▸ Task: Every line from the start of the entries up to and including the one bearing "position:absolute; left:1726px; top:1404px;" must be printed verbatim, without the pictures.

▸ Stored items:
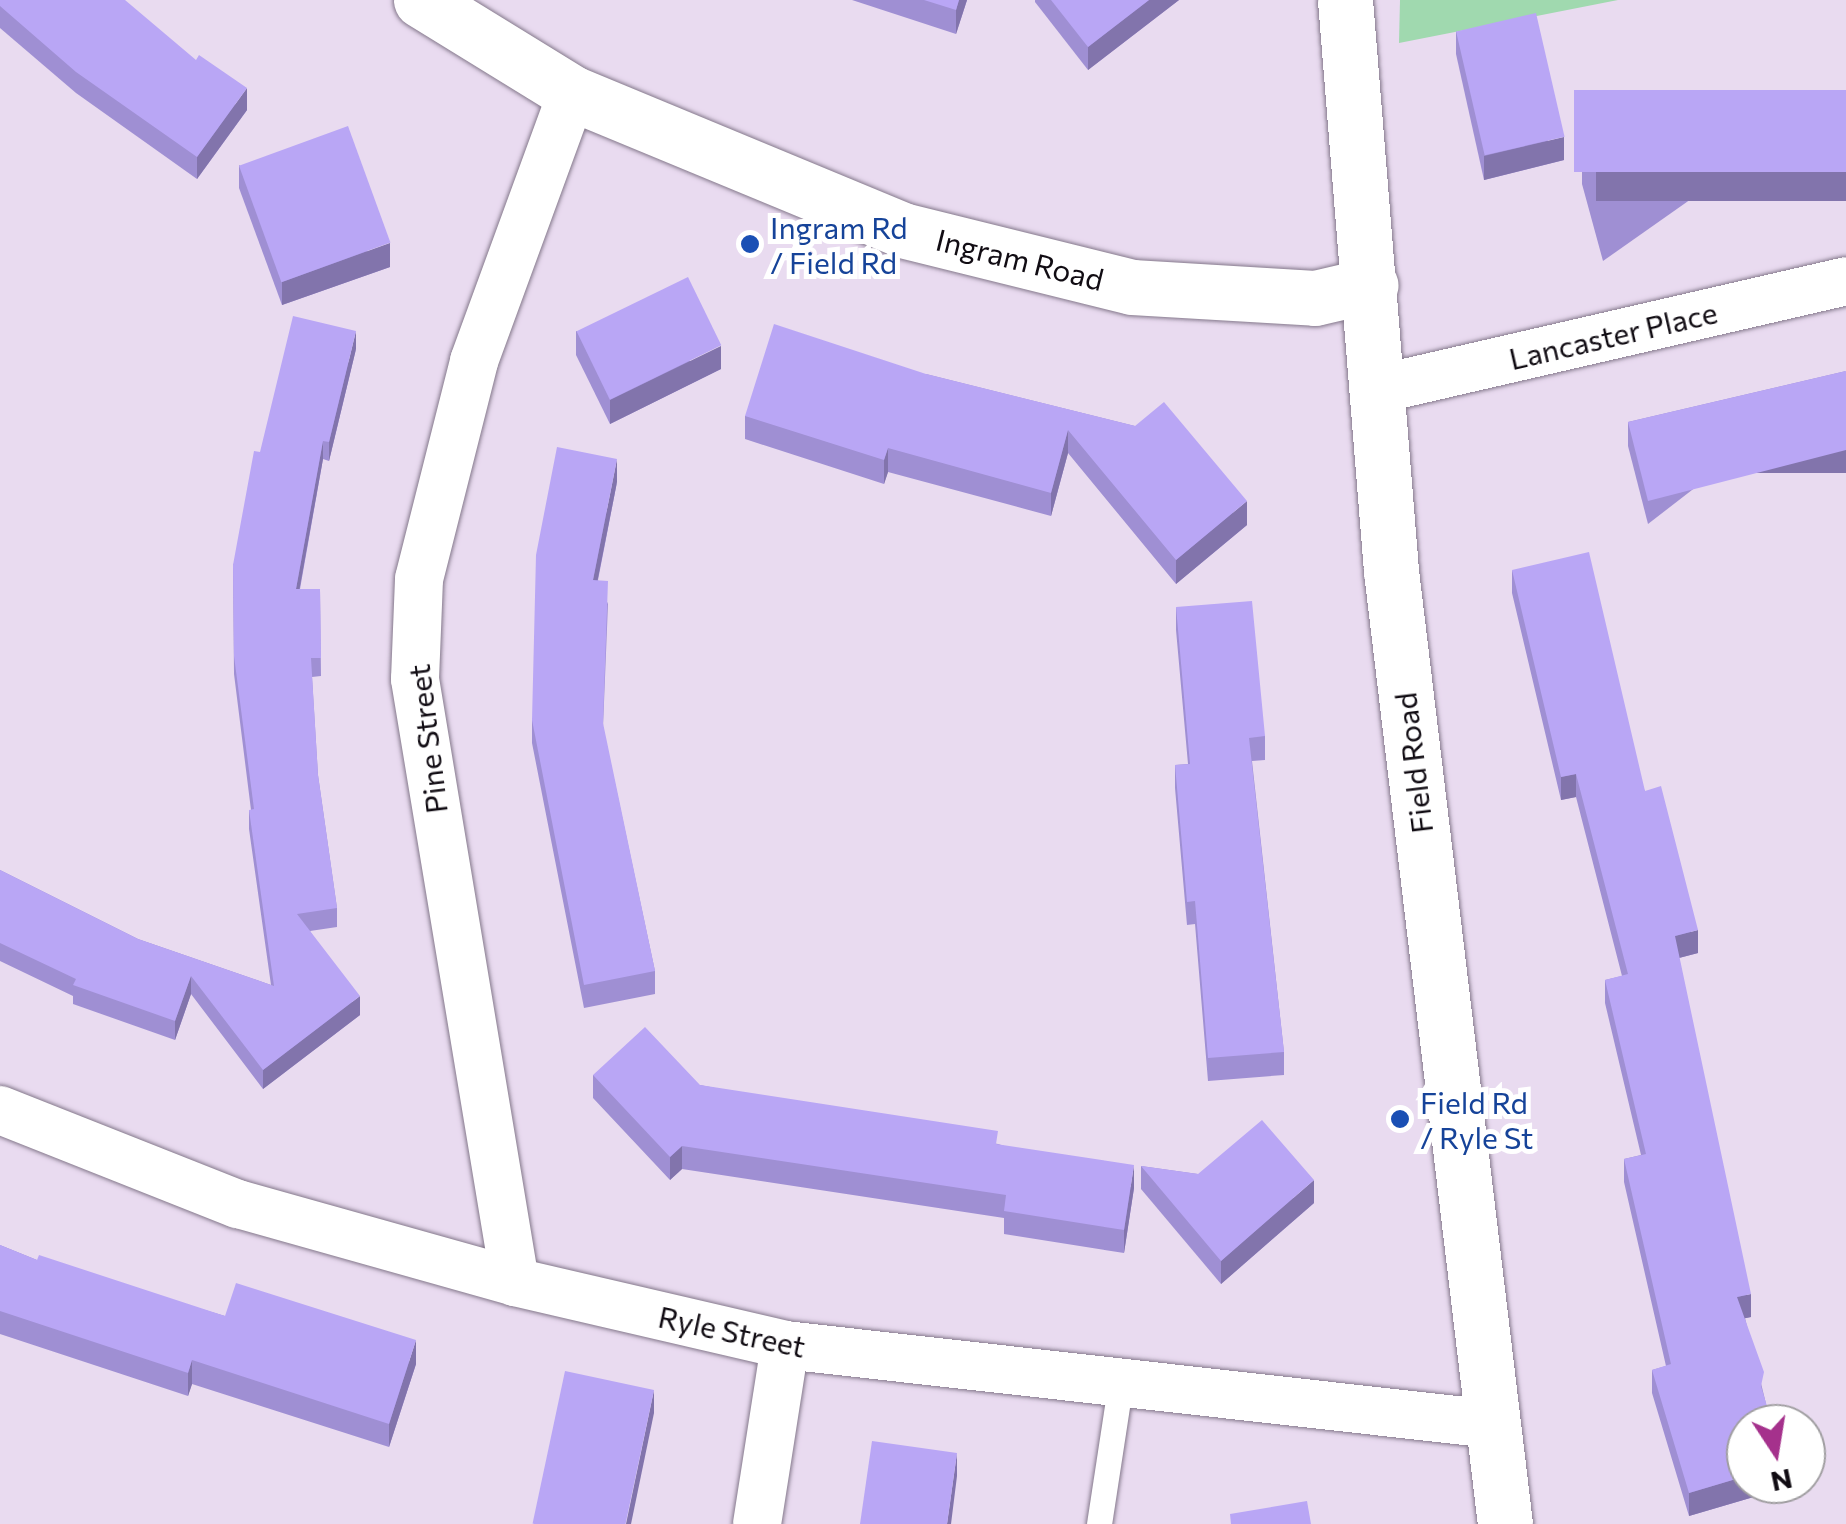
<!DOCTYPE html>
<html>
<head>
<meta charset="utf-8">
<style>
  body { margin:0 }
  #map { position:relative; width:1846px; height:1524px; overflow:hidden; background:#e9dbf0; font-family:Commissioner,sans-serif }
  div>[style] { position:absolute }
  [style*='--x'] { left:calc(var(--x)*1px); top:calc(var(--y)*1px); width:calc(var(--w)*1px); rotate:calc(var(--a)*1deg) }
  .green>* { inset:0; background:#a0d9af }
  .roads { filter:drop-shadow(0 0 2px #84788b) drop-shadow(0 0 2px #84788b) }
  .service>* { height:25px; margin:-12.5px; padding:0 12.5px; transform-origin:12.5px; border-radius:12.5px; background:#fff }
  .minor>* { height:48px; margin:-24px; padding:0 24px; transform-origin:24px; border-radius:24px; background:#fff }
  .tertiary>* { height:55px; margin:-27.5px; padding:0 27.5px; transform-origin:27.5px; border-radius:27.5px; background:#fff }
  .wall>* { inset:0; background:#9f8fd3 }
  .shaded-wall>* { inset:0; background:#8274ac; transform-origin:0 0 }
  .building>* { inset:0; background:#b9a6f5; transform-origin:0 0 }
  .dots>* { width:28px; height:28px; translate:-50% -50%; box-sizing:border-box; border:5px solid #fff; border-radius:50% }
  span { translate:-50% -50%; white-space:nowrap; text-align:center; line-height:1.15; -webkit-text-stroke:10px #fff; paint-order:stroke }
  .transit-label { font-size:30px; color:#164399 }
  .left { translate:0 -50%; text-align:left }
  .street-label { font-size:30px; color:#110c13 }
  .north { position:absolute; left:1726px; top:1404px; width:100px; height:100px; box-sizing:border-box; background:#fff; border:2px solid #a09ea1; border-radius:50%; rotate:168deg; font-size:28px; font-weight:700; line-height:40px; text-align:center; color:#110c13 }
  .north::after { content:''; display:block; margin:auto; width:35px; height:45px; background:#a5318c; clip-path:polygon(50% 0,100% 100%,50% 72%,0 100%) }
</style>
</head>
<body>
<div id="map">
  <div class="green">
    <i style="clip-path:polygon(1400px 0,1618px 0,1399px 43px)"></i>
  </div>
  <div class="roads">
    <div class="service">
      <i style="--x:1099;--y:1524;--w:140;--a:-81.3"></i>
    </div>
    <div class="minor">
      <i style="--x:1379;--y:389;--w:479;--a:-13"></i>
      <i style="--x:0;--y:1110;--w:256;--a:21.6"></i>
      <i style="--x:238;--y:1204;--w:288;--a:15.7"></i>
      <i style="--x:515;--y:1282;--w:277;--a:13.1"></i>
      <i style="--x:785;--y:1345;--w:710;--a:6.38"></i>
      <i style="--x:515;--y:1282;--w:611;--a:-99.42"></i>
      <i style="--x:415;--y:679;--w:100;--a:-87.7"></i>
      <i style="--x:419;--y:579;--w:225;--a:-75.8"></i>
      <i style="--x:474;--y:361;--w:285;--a:-69.9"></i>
      <i style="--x:757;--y:1524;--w:181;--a:-81.1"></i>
    </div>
    <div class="tertiary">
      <i style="--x:421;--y:0;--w:177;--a:31.6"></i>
      <i style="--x:572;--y:93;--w:357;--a:22.5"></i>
      <i style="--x:902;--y:230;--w:237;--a:13.9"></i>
      <i style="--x:1132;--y:287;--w:183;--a:3.4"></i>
      <i style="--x:1315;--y:298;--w:57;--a:-13.1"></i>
      <i style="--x:1345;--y:0;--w:573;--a:85.39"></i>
      <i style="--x:1391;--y:571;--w:960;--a:83.18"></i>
    </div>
  </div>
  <div class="wall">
    <i style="clip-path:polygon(0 0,247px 110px,197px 179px,76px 93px,0 28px)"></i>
    <i style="clip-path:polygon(852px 0,967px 0,956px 34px)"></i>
    <i style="clip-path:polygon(1035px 0,1179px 0,1088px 70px,1035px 2px)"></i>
    <i style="clip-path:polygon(1456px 31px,1564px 160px,1484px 180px,1456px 54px)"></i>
    <i style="clip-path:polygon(1846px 90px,1603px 261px,1582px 184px,1582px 154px)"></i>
    <i style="clip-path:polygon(239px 165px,390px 267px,282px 305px,239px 188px)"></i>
    <i style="clip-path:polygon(576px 331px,721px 369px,610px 424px,576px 355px)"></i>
    <i style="clip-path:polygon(356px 349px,329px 461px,323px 459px,300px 589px,320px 589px,321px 676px,312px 677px,318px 775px,337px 908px,337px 927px,310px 931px,360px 1015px,263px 1089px,191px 994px,175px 1040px,73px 1004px,73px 996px,0 961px,0 870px,138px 939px,271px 985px,249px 829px,249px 810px,251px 810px,234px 674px,233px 565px)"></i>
    <i style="clip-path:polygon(1846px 371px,1648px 524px,1628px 446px,1628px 422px)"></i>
    <i style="clip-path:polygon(926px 374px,1135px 426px,1247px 525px,1176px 584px,1068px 453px,1051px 516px,888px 472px,884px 484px,745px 439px,745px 416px)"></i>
    <i style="clip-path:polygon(617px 482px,598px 580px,608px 604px,603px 727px,655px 971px,655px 994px,584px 1008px,532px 743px,532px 720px)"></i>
    <i style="clip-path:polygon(1512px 570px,1645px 791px,1698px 953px,1679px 958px,1751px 1317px,1745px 1318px,1771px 1424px,1746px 1424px,1746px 1484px,1757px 1484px,1757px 1496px,1689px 1516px,1652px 1393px,1652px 1370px,1666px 1366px,1624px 1182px,1624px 1159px,1641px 1155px,1605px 1003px,1605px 980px,1622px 976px,1576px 797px,1561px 800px,1512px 593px)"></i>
    <i style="clip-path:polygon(1176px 607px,1265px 736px,1265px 760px,1252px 761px,1284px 1052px,1284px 1075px,1208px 1081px,1195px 924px,1187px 925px,1175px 788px,1175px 765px,1188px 764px,1176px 630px)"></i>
    <i style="clip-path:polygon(593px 1075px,700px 1085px,998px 1144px,1134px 1188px,1124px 1253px,1004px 1234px,1004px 1218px,682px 1169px,670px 1180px,593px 1098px)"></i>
    <i style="clip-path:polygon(1141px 1166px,1198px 1174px,1314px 1203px,1221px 1284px,1141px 1189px)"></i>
    <i style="clip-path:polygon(0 1245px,37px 1260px,225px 1316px,416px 1364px,389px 1447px,192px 1384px,188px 1396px,0 1334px)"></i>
  </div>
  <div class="shaded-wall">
    <i style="clip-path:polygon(959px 0,967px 0,956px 34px,956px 10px)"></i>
    <i style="clip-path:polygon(1149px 0,1179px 0,1088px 70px,1088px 47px)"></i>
    <i style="clip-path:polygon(247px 88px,247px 110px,197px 179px,197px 157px)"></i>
    <i style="clip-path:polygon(1564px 137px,1564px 160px,1484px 180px,1484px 156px)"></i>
    <i style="left:1846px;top:172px;width:29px;height:250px;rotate:90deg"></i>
    <i style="clip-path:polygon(390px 243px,390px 267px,282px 305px,282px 282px)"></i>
    <i style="clip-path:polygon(356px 331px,356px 349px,329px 461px,329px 442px)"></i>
    <i style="clip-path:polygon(721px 346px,721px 369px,610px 424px,610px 400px)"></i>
    <i style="clip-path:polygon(1068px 430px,1068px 453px,1051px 516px,1051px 493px)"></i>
    <i style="clip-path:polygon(323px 441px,323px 459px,296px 608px,296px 589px)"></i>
    <i style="clip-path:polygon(888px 448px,888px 472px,884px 484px,884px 460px)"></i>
    <i style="left:1846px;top:450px;width:23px;height:204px;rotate:90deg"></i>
    <i style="clip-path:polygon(617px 459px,617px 482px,593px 603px,593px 580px)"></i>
    <i style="clip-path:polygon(1247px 501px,1247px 525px,1176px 584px,1176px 560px)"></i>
    <i style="clip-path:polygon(1576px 774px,1576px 797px,1561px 800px,1561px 777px)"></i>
    <i style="clip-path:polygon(1698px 930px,1698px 953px,1675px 959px,1675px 936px)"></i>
    <i style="clip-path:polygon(191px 976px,191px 994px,175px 1040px,175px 1021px)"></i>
    <i style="clip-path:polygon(360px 996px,360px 1015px,263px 1089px,263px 1070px)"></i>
    <i style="clip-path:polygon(682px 1146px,682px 1169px,670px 1180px,670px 1157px)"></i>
    <i style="clip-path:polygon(1134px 1165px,1134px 1188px,1124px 1253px,1124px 1230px)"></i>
    <i style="clip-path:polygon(1314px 1180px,1314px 1203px,1221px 1284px,1221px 1261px)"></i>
    <i style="clip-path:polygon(1751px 1294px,1751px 1317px,1737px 1320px,1737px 1297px)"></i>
    <i style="clip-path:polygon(416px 1340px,416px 1364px,389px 1447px,389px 1424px)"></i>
    <i style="clip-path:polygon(192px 1360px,192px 1384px,188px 1396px,188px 1373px)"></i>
    <i style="clip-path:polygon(654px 1390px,654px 1413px,631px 1524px,626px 1524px)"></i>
    <i style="clip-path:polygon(957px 1453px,957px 1476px,951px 1524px,947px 1524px)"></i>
    <i style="clip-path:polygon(1746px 1476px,1746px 1484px,1757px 1484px,1757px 1496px,1689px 1516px,1689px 1493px)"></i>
  </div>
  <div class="building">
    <i style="clip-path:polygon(0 0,125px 0,196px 60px,199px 55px,247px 88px,197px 157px,76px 72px,0 6px)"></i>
    <i style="clip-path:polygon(924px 0,959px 0,956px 10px)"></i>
    <i style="clip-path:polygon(1051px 0,1149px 0,1088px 47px)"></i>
    <i style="left:1536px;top:13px;width:127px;height:82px;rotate:77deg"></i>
    <i style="left:1846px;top:90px;width:82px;height:272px;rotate:90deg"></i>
    <i style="left:348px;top:126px;width:124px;height:116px;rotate:70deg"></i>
    <i style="left:688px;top:277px;width:76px;height:124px;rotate:64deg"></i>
    <i style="clip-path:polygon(293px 316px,356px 331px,329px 442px,323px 441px,296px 589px,320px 589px,321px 658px,311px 658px,318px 775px,337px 908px,297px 914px,360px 996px,263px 1070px,191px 976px,175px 1021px,73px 985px,76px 979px,0 943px,0 870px,138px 939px,274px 986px,249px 810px,254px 809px,234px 656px,233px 565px,254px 451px,260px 452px)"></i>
    <i style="clip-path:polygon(774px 324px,926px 374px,1135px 426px,1164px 402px,1247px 501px,1176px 560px,1068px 430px,1051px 493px,888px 448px,884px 460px,745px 416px)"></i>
    <i style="clip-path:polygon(1846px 371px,1846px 450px,1648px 501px,1628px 422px)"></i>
    <i style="clip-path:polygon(557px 447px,617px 459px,593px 580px,608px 581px,603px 723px,655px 971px,584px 985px,532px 720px,536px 555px)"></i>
    <i style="clip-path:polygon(1589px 552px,1645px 791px,1661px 786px,1698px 930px,1675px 936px,1751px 1294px,1737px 1297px,1764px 1372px,1761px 1386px,1771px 1420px,1758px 1424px,1746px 1424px,1746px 1427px,1743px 1428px,1746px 1437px,1746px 1476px,1689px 1493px,1652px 1370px,1671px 1364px,1624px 1159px,1646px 1154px,1605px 980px,1628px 974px,1576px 774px,1561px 777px,1512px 570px)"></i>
    <i style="clip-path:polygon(1252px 601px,1265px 736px,1249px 738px,1284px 1052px,1208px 1058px,1195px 901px,1187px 902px,1175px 765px,1190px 764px,1176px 607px)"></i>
    <i style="clip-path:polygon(645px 1027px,700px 1085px,998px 1131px,996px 1144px,1134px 1165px,1124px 1230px,1004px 1211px,1006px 1195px,682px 1146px,670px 1157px,593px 1075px)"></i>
    <i style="clip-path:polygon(1262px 1120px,1314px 1180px,1221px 1261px,1141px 1166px,1198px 1174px)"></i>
    <i style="clip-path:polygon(0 1245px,37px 1260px,39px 1255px,225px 1316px,236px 1283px,416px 1340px,389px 1424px,192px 1360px,188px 1373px,0 1311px)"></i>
    <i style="left:565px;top:1371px;width:91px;height:156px;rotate:12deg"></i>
    <i style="clip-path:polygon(872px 1441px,957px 1453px,947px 1524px,860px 1524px)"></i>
    <i style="clip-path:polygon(1307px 1501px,1311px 1524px,1231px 1524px,1230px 1514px)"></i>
  </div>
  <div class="dots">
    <i style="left:750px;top:244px;background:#1a4fb4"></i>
    <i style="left:1400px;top:1119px;background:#1a4fb4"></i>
  </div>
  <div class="transit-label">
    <span class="left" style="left:770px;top:244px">Ingram Rd<br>/ Field Rd</span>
    <span class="left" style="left:1420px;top:1119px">Field Rd<br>/ Ryle St</span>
  </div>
  <div class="street-label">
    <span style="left:1020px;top:259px;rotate:14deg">Ingram Road</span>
    <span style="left:1613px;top:335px;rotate:-13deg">Lancaster Place</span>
    <span style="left:427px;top:739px;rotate:-97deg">Pine Street</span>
    <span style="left:1413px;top:763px;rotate:-97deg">Field Road</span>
    <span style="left:732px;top:1331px;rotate:12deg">Ryle Street</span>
  </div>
  <div class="north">N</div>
</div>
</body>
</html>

▸ Task answer:
<!DOCTYPE html>
<html>
<head>
<meta charset="utf-8">
<style>
  body { margin:0 }
  #map { position:relative; width:1846px; height:1524px; overflow:hidden; background:#e9dbf0; font-family:Commissioner,sans-serif }
  div>[style] { position:absolute }
  [style*='--x'] { left:calc(var(--x)*1px); top:calc(var(--y)*1px); width:calc(var(--w)*1px); rotate:calc(var(--a)*1deg) }
  .green>* { inset:0; background:#a0d9af }
  .roads { filter:drop-shadow(0 0 2px #84788b) drop-shadow(0 0 2px #84788b) }
  .service>* { height:25px; margin:-12.5px; padding:0 12.5px; transform-origin:12.5px; border-radius:12.5px; background:#fff }
  .minor>* { height:48px; margin:-24px; padding:0 24px; transform-origin:24px; border-radius:24px; background:#fff }
  .tertiary>* { height:55px; margin:-27.5px; padding:0 27.5px; transform-origin:27.5px; border-radius:27.5px; background:#fff }
  .wall>* { inset:0; background:#9f8fd3 }
  .shaded-wall>* { inset:0; background:#8274ac; transform-origin:0 0 }
  .building>* { inset:0; background:#b9a6f5; transform-origin:0 0 }
  .dots>* { width:28px; height:28px; translate:-50% -50%; box-sizing:border-box; border:5px solid #fff; border-radius:50% }
  span { translate:-50% -50%; white-space:nowrap; text-align:center; line-height:1.15; -webkit-text-stroke:10px #fff; paint-order:stroke }
  .transit-label { font-size:30px; color:#164399 }
  .left { translate:0 -50%; text-align:left }
  .street-label { font-size:30px; color:#110c13 }
  .north { position:absolute; left:1726px; top:1404px; width:100px; height:100px; box-sizing:border-box; background:#fff; border:2px solid #a09ea1; border-radius:50%; rotate:168deg; font-size:28px; font-weight:700; line-height:40px; text-align:center; color:#110c13 }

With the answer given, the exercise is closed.